For the case of intra_dc_precision=ll bits in a 4:2:2P bitstream, re-quantization of intra DCT DC luma components is required for the converting process (along with re-quantization of the chroma components) . To simplify the converting process, the motion vectors are re-used for the MP bitstreams. Since intra_dc_precision can be re-set to 8, 9, or 10 bits, there is a trade-off between saving bits on quantization of intra-DCT DC components and preserving the accuracy of re-used motion vectors. Therefore, the method to adjust

intra_dc_precision is to set the default intra_dc_precision=10 (the highest allowed value for 4:2:0 MP) , but it can be over-written to 8 or 9 by the user if desired. With a higher precision, more bits are needed for transmission. Moreover, both full pel and half pel motion vectors can be re-used. Since at least the half pel MVs are generated from reconstructed pictures, a change in intra_dc_precision could yield errors (e.g., drift), so minimizing such a change during format conversion could reduce the possible errors for 4:2:2P to MP transcoding.
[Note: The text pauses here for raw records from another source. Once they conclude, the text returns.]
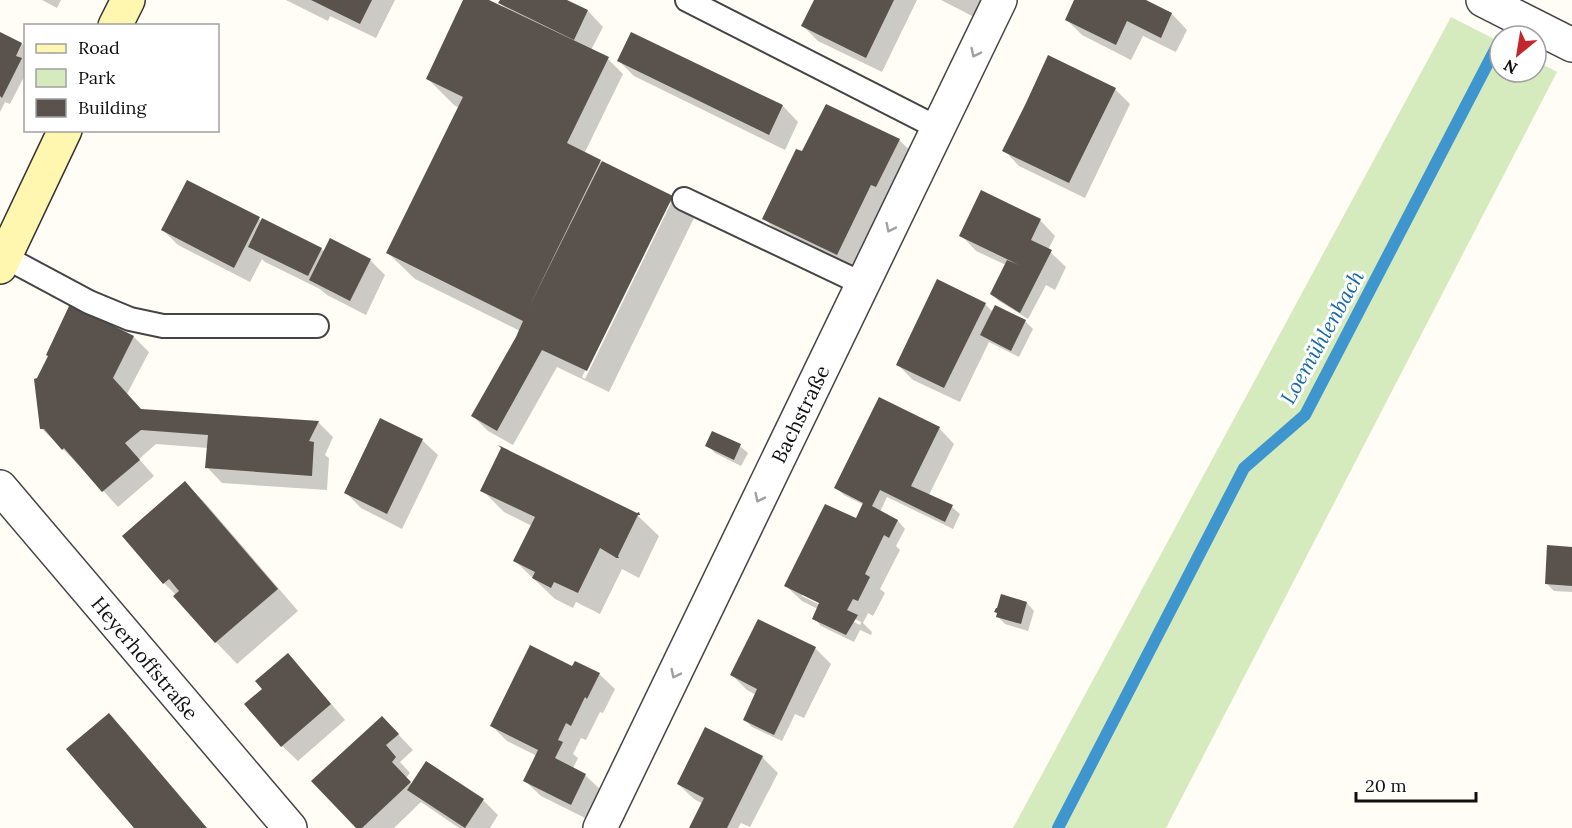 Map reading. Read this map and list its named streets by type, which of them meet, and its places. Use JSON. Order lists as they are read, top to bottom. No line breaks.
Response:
{"streets":{"street":["Bachstraße","Heyerhoffstraße"]},"one_way":["Bachstraße"],"water":["Loemühlenbach"],"legend":["Road","Park","Building"],"scale_bar":"20 m","north":"bottom left"} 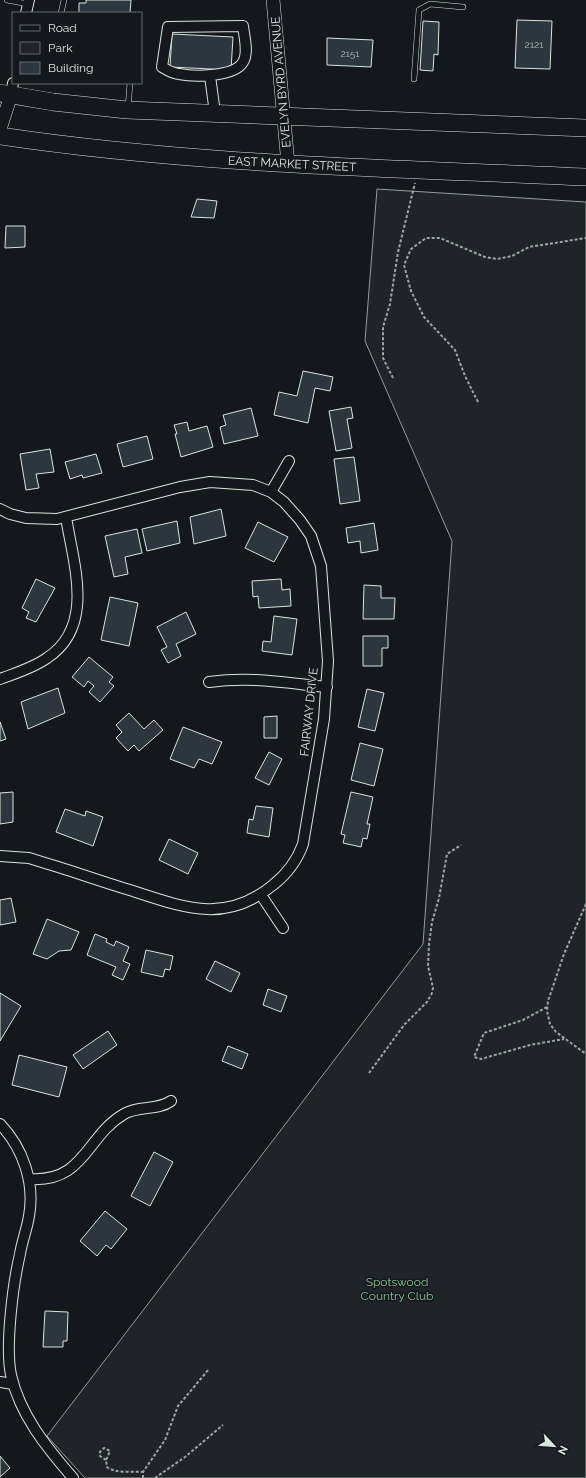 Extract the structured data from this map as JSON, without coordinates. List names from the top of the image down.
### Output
{
  "streets": {
    "highway": ["EAST MARKET STREET"],
    "street": ["EVELYN BYRD AVENUE", "FAIRWAY DRIVE"]
  },
  "crossings": [
    ["EVELYN BYRD AVENUE", "EAST MARKET STREET"]
  ],
  "parks": ["Spotswood Country Club"],
  "house_numbers": ["2121", "2151"],
  "legend": ["Road", "Park", "Building"],
  "north": "bottom right"
} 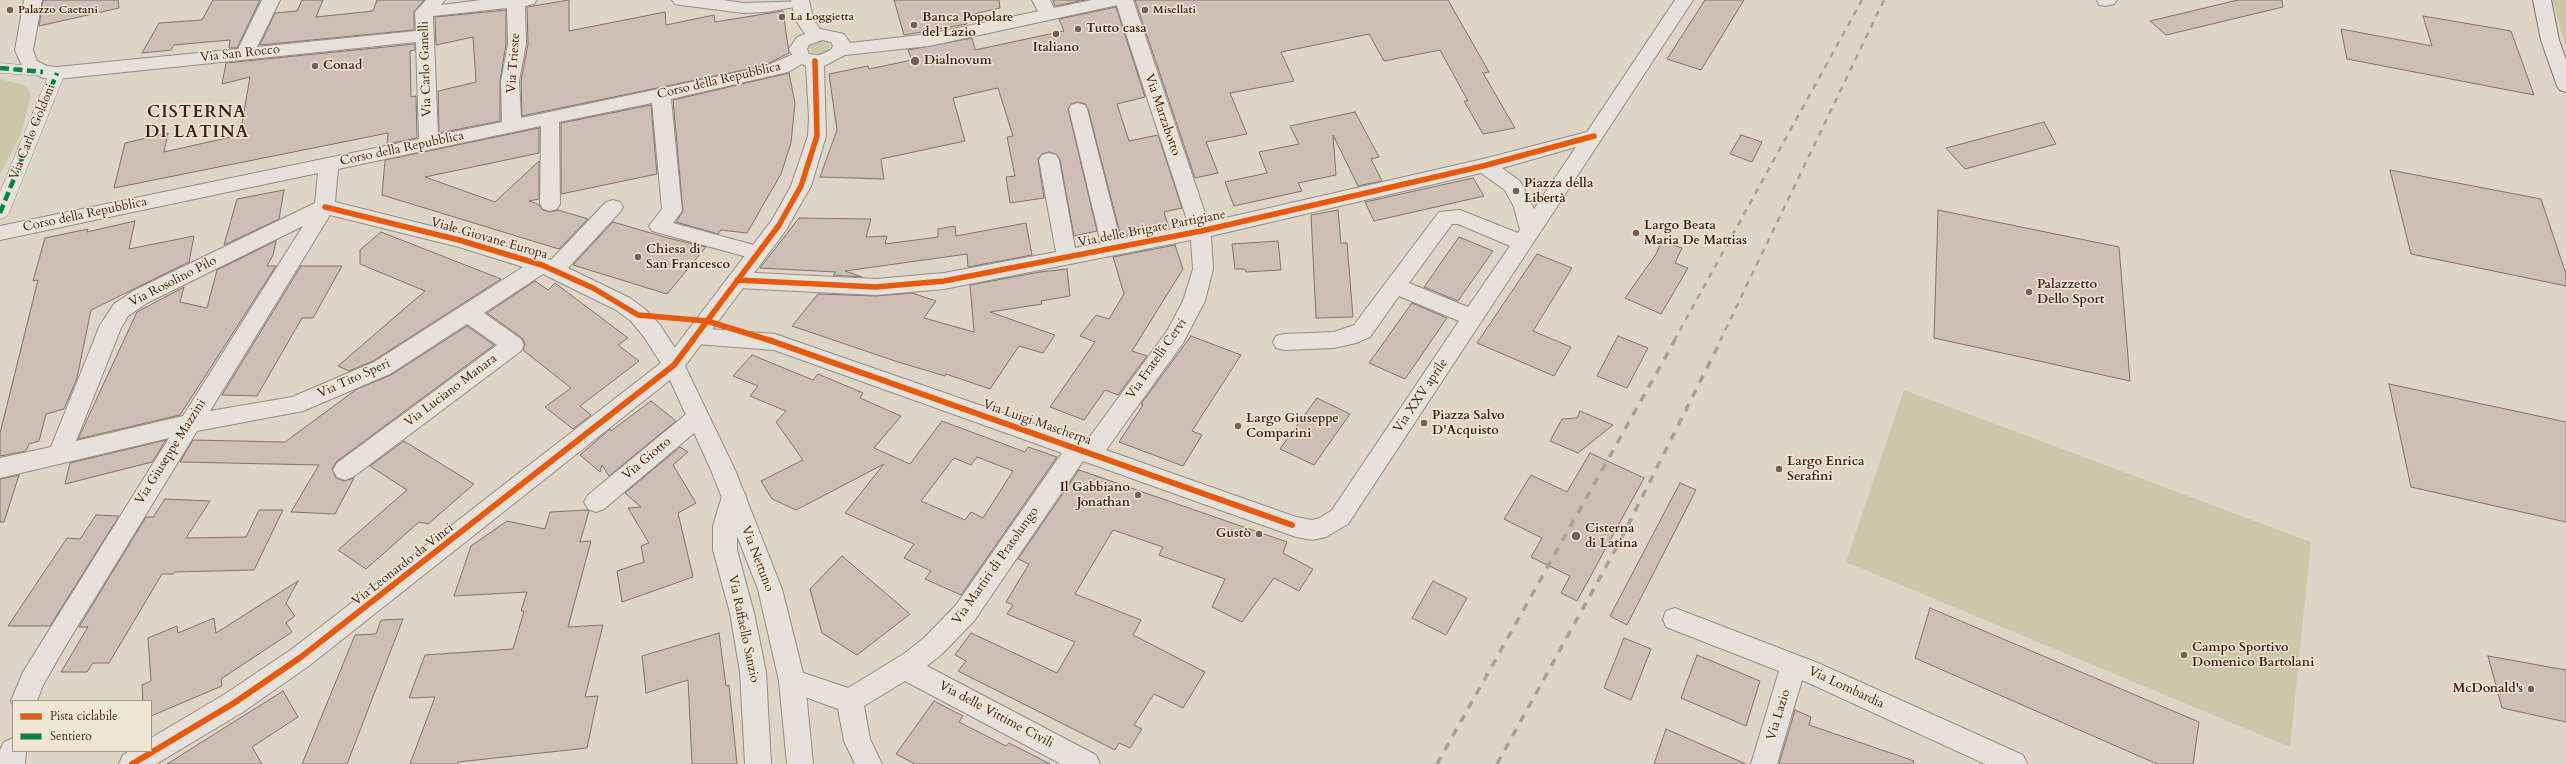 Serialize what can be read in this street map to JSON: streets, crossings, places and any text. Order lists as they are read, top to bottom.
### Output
{
  "streets": {
    "street": [
      "Via San Rocco",
      "Via Trieste",
      "Via Carlo Ganelli",
      "Corso della Repubblica",
      "Via Marzabotto",
      "Via Carlo Goldoni",
      "Via delle Brigate Partigiane",
      "Viale Giovane Europa",
      "Via Rosolino Pilo",
      "Via Fratelli Cervi",
      "Via Tito Speri",
      "Via Luciano Manara",
      "Via XXV aprile",
      "Via Luigi Mascherpa",
      "Via Giuseppe Mazzini",
      "Via Giotto",
      "Via Nettuno",
      "Via Leonardo da Vinci",
      "Via Martiri di Pratolungo",
      "Via Raffaello Sanzio",
      "Via Lombardia",
      "Via delle Vittime Civili",
      "Via Lazio"
    ]
  },
  "crossings": [
    ["Via San Rocco", "Via Carlo Ganelli"],
    ["Via San Rocco", "Via Carlo Goldoni"],
    ["Via Trieste", "Corso della Repubblica"],
    ["Via Carlo Ganelli", "Corso della Repubblica"],
    ["Corso della Repubblica", "Via Leonardo da Vinci"],
    ["Via Marzabotto", "Via delle Brigate Partigiane"],
    ["Via Marzabotto", "Via Fratelli Cervi"],
    ["Via delle Brigate Partigiane", "Via Fratelli Cervi"],
    ["Via delle Brigate Partigiane", "Via Leonardo da Vinci"],
    ["Viale Giovane Europa", "Via Rosolino Pilo"],
    ["Viale Giovane Europa", "Via Tito Speri"],
    ["Viale Giovane Europa", "Via Giuseppe Mazzini"],
    ["Viale Giovane Europa", "Via Nettuno"],
    ["Viale Giovane Europa", "Via Leonardo da Vinci"],
    ["Via Rosolino Pilo", "Via Tito Speri"],
    ["Via Rosolino Pilo", "Via Giuseppe Mazzini"],
    ["Via Fratelli Cervi", "Via Luigi Mascherpa"],
    ["Via Fratelli Cervi", "Via Martiri di Pratolungo"],
    ["Via Tito Speri", "Via Luciano Manara"],
    ["Via Tito Speri", "Via Giuseppe Mazzini"],
    ["Via XXV aprile", "Via Luigi Mascherpa"],
    ["Via Luigi Mascherpa", "Via Leonardo da Vinci"],
    ["Via Luigi Mascherpa", "Via Martiri di Pratolungo"],
    ["Via Giotto", "Via Nettuno"],
    ["Via Nettuno", "Via Leonardo da Vinci"],
    ["Via Nettuno", "Via Raffaello Sanzio"],
    ["Via Martiri di Pratolungo", "Via delle Vittime Civili"],
    ["Via Lombardia", "Via Lazio"]
  ],
  "districts": ["CISTERNA DI LATINA"],
  "places": [
    "Palazzo Caetani",
    "Misellati",
    "La Loggietta",
    "Banca Popolare del Lazio",
    "Tutto casa",
    "Italiano",
    "Dialnovum",
    "Conad",
    "Piazza della Libertà",
    "Largo Beata Maria De Mattias",
    "Chiesa di San Francesco",
    "Palazzetto Dello Sport",
    "Piazza Salvo D'Acquisto",
    "Largo Giuseppe Comparini",
    "Largo Enrica Serafini",
    "Il Gabbiano Jonathan",
    "Gustò",
    "Cisterna di Latina",
    "Campo Sportivo Domenico Bartolani",
    "McDonald's"
  ],
  "legend": ["Pista ciclabile", "Sentiero"]
} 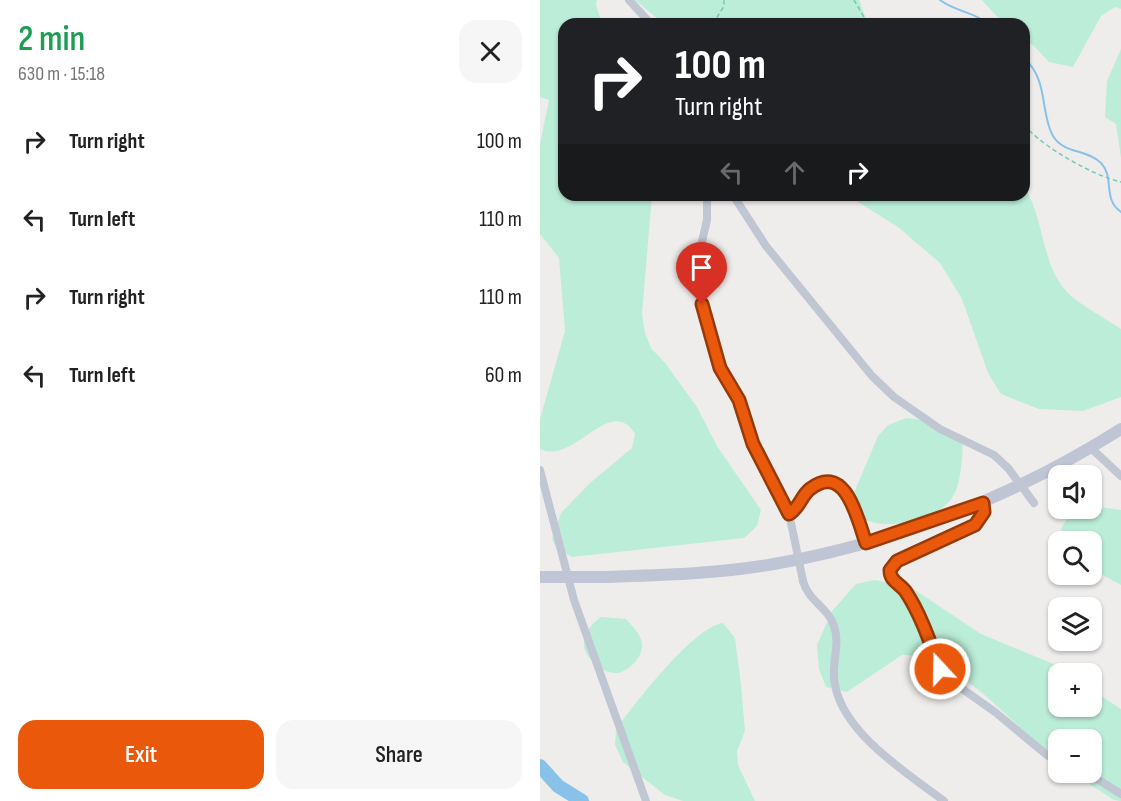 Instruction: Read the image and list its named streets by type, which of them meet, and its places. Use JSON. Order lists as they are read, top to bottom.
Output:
{
  "page": {
    "heading": ["2 min", "630 m · 15:18"],
    "turn": ["100 m", "Turn right"],
    "list": [
      {
        "name": "Turn right",
        "value": "100 m"
      },
      {
        "name": "Turn left",
        "value": "110 m"
      },
      {
        "name": "Turn right",
        "value": "110 m"
      },
      {
        "name": "Turn left",
        "value": "60 m"
      }
    ],
    "map_buttons": ["+", "−"],
    "buttons": ["Exit", "Share"]
  }
}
If the re-quantization process is applied in the format conversion, intra_dc_precision=8 should be used if it is desired to reduce the number of coded bits.

If the chroma Q-matrices (chroma_intra_quantiser_matrix and/or chroma_non_intra_quantiser_matrix) are applied in the 4 : 2 : 2P-bitstream, the luma Q-matrices (luma_intra_quantiser_matrix and/or luma_non_intra_quantiser_matrix) are applied in the re-quantization of the chrominance blocks in accordance with the present invention. When the quantization matrices (Q-matrices) are provided at a format converter, they are encoded in the bitstream in a scan order that is converted into the two-dimensional weighting matrix W[ w] [ u] [ v] used in the inverse quantizer as discussed above.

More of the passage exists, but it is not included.